Bakın etrafınıza meyve ağacı var mı? Varsa kuru dallarından birkaç tane kopartın, biraz ıslatın ve kor haline gelen kömürün üzerine birkaç dal atın. Hemen ızgarayı üzerine koyun ve ızgara ısınır ısınmaz şişlerinizi üzerine dizin. En önemli püf noktalarından biri geliyor sıkı durun; yaklaşık 60 saniye bir tarafı 60 saniye diğer tarafı pişirip ızgaradan alın, yok eğer içinize sinmediyse size bir dakikalık ek süre verebilirim, çünkü bizim etimiz zaten bir gündür asit içinde pişti. Bu işlem sadece ısıtmak için.

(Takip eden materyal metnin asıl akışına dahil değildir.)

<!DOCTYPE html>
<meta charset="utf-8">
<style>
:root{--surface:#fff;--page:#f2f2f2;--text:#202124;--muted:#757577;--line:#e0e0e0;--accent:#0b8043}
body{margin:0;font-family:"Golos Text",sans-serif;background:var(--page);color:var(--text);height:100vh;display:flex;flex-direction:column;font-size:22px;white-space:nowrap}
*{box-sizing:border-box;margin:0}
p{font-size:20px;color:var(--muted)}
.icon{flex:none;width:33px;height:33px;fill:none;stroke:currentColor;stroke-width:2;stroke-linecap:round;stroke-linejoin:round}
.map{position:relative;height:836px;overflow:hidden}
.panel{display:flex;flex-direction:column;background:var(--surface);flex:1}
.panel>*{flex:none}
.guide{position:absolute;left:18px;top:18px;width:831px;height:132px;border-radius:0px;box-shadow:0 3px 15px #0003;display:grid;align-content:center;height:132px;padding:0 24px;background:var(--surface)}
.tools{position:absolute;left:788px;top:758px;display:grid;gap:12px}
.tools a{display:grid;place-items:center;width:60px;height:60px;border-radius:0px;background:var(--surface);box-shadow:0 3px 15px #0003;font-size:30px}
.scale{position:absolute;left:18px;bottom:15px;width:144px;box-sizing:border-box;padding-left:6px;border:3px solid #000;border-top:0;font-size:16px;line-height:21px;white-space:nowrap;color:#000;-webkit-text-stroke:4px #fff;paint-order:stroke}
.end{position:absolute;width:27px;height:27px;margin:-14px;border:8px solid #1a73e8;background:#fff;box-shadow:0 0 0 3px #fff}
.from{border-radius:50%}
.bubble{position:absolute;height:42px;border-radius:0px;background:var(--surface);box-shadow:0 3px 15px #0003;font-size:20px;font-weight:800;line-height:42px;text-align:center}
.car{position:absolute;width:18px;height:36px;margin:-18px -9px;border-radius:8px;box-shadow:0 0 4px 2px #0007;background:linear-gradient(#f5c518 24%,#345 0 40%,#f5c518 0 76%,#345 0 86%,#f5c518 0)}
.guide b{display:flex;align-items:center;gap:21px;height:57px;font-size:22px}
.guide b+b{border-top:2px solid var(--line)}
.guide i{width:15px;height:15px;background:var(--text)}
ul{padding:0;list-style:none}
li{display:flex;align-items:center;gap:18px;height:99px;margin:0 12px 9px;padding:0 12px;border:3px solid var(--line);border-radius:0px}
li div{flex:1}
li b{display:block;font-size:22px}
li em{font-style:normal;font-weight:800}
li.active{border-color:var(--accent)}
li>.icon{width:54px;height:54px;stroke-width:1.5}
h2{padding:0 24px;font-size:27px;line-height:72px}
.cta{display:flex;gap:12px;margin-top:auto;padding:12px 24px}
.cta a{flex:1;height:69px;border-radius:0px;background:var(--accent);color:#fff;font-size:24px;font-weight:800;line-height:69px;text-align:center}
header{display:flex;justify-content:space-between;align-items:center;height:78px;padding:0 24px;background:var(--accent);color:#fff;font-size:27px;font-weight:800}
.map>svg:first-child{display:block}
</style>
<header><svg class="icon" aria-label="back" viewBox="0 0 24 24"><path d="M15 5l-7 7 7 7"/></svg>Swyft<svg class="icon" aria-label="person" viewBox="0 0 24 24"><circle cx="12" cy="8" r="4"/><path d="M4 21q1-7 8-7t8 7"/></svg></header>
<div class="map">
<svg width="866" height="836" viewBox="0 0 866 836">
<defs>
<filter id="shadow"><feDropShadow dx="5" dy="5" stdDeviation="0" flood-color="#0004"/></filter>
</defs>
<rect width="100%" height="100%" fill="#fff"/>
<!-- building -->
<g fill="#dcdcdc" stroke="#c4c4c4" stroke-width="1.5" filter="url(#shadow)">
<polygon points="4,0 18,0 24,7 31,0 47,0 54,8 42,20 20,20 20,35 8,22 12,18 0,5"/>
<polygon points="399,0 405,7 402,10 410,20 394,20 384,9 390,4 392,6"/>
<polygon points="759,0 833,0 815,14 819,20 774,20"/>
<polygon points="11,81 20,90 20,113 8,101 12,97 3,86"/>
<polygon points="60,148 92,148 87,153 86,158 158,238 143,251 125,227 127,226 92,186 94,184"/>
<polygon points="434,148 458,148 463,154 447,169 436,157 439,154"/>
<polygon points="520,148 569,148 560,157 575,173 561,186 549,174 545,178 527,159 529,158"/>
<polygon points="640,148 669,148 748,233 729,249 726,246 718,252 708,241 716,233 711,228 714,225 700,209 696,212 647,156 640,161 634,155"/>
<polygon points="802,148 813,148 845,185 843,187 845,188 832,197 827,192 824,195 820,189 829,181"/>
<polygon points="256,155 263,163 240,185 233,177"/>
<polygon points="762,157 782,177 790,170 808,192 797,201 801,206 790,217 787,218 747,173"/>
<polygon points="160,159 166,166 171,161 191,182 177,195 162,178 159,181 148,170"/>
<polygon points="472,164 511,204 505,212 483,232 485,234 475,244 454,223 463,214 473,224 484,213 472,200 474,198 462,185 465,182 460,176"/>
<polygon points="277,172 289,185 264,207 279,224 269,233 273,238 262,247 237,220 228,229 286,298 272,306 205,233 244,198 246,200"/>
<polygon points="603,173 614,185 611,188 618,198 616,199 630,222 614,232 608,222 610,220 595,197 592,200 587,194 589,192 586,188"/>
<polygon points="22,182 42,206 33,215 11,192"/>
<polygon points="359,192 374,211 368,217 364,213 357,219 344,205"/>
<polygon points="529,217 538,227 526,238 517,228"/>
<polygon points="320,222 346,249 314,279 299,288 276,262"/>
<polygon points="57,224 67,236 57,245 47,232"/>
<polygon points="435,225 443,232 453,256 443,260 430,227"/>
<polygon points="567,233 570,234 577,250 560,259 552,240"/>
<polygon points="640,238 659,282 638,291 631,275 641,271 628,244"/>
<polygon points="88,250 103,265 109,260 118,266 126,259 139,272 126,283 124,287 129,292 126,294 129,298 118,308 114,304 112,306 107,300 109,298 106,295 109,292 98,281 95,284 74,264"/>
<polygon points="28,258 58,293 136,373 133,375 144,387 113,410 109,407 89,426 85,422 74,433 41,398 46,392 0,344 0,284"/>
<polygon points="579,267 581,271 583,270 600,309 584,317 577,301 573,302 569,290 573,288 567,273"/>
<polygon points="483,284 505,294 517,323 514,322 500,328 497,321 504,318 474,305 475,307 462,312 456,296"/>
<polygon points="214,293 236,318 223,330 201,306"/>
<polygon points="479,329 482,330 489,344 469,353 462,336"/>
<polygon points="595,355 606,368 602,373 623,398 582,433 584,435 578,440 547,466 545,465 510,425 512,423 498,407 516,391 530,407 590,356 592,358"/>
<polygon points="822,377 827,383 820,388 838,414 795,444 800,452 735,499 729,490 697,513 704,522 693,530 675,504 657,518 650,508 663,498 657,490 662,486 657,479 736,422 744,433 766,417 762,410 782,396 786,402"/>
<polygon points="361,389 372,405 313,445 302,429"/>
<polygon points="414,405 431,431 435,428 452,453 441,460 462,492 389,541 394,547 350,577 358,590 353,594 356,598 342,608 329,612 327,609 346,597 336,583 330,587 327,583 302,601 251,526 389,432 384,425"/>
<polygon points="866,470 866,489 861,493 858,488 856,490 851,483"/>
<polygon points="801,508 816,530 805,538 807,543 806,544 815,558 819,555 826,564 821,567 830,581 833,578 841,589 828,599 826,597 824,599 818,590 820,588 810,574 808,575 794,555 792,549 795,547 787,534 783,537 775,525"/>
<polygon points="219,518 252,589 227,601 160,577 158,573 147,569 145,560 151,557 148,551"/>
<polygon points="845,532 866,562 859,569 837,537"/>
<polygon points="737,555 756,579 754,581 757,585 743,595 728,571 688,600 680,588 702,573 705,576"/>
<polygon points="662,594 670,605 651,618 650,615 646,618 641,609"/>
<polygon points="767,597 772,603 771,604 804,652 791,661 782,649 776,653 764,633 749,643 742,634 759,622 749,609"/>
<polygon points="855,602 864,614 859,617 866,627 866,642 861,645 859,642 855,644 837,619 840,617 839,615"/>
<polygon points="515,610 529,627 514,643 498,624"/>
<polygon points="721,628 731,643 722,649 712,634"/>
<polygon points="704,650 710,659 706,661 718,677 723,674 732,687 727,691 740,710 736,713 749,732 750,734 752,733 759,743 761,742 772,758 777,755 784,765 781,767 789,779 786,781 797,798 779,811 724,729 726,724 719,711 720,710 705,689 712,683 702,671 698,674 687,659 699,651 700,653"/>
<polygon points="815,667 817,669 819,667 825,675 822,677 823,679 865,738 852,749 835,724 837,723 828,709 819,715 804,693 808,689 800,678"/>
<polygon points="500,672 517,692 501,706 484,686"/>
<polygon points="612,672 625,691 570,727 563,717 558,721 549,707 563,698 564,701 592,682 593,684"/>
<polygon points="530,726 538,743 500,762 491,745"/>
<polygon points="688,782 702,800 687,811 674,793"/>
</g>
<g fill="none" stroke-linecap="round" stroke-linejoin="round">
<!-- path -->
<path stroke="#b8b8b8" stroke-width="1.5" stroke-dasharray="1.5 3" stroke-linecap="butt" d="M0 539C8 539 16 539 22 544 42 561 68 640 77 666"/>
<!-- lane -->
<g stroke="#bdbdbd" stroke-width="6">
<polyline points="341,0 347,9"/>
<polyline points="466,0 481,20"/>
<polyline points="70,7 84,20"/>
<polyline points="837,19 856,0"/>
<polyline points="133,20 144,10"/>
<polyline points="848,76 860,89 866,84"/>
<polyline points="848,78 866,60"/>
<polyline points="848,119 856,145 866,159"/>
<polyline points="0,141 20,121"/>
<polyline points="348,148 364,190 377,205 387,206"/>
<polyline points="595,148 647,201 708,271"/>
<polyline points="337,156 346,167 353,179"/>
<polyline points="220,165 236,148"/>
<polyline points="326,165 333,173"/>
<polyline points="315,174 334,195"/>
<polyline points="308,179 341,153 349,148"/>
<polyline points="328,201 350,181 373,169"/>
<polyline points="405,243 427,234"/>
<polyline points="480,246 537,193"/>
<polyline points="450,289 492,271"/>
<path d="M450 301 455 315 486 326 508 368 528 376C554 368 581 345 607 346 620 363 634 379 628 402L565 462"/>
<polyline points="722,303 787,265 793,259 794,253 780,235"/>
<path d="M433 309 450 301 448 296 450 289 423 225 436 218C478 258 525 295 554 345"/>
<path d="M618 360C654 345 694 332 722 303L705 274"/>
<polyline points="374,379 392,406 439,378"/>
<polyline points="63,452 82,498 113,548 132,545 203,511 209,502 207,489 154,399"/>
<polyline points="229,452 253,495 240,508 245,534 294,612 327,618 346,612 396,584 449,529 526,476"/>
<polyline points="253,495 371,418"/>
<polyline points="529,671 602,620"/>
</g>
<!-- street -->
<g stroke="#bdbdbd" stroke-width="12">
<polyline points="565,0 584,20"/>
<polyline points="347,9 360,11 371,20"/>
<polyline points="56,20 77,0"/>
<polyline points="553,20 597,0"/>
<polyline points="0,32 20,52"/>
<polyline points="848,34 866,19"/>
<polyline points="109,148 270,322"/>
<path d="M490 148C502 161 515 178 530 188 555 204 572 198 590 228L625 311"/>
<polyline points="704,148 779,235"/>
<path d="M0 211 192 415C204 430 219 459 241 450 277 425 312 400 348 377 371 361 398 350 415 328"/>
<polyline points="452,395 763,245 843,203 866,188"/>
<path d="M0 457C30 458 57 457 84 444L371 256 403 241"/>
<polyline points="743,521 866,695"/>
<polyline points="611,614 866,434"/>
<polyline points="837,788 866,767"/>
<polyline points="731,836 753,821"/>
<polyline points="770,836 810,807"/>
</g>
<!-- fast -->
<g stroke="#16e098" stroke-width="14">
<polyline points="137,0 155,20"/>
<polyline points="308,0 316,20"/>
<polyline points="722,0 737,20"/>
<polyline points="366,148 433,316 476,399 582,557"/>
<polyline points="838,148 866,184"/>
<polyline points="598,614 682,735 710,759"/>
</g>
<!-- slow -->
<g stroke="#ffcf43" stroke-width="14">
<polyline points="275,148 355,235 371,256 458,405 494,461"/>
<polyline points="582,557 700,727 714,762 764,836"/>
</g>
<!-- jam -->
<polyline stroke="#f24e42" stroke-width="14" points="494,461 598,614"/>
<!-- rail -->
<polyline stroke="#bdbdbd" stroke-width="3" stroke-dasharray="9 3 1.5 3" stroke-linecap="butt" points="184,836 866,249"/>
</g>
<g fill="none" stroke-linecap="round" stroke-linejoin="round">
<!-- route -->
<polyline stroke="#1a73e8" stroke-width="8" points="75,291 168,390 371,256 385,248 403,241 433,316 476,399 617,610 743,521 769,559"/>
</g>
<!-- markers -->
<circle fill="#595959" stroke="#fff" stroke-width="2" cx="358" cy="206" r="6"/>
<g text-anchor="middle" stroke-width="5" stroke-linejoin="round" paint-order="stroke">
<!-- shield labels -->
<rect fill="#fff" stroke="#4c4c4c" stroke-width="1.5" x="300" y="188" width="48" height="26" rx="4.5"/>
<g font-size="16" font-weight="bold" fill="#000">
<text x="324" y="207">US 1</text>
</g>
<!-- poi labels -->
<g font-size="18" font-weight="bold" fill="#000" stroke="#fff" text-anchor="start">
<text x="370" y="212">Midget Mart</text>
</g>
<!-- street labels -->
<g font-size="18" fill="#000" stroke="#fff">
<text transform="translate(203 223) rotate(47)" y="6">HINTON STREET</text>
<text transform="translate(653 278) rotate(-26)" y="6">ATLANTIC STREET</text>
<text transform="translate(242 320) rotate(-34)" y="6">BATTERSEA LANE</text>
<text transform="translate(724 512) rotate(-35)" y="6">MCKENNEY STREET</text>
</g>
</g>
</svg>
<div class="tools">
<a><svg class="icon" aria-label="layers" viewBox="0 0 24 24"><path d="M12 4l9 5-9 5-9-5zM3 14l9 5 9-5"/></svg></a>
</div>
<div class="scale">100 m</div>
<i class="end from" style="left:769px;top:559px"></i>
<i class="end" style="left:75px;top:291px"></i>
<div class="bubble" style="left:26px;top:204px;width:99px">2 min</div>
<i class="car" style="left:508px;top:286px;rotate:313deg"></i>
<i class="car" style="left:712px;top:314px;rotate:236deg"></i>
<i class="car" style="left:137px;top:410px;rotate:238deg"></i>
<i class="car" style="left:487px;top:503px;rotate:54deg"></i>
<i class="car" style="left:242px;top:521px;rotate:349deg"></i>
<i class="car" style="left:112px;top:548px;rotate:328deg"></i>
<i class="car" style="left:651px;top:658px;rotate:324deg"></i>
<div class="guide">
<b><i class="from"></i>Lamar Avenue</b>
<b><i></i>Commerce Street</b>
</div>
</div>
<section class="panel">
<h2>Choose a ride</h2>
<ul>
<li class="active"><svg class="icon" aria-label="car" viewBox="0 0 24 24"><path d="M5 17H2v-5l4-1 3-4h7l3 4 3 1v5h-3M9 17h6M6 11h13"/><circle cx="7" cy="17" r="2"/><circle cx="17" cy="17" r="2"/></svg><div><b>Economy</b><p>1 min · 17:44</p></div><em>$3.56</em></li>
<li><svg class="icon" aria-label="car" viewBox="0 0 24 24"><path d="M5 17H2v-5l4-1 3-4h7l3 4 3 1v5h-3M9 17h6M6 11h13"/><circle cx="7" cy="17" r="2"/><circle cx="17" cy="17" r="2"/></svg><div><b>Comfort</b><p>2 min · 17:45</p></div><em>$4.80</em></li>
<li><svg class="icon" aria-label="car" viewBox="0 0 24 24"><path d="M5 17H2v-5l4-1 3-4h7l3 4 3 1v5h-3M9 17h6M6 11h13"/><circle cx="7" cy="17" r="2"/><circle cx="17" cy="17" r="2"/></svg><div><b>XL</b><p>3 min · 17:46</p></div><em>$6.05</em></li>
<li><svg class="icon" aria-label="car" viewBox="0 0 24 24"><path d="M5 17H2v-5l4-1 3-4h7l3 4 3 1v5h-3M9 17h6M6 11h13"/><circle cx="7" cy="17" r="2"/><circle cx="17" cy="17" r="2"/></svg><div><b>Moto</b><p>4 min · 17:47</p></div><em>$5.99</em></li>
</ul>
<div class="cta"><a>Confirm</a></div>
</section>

Diyelim ki kuzu sevmiyorsunuz da dana seviyorsunuz, o zaman yukarıdaki tarifte kuzu yerine dana kontrfile kullanacaksınız ama tek farkla, eti ince keseceksiniz. Dana etinin marine olmaktan çok dinlenmeye ihtiyacı vardır. En iyi yöntem zeytinyağıdır. Antrikot, bonfile ya da kontrfileyi hiç dövdürmeden bir parmak kalınlığında kestiriyoruz ve eve gelince bir kabın içine bir dal taze kekik ve etin üzerine çıkacak kadar zeytinyağı ilave edip dolaba kaldırıyoruz. Zeytinyağının içindeki asitler yine içinde lif halinde bulunan sinirleri çürütecek ve oksijenle temasını keserek bozulmasını engelleyecek bu sayede etimiz mutlu mesut dinlenerek pişeceği günü bekleyecek.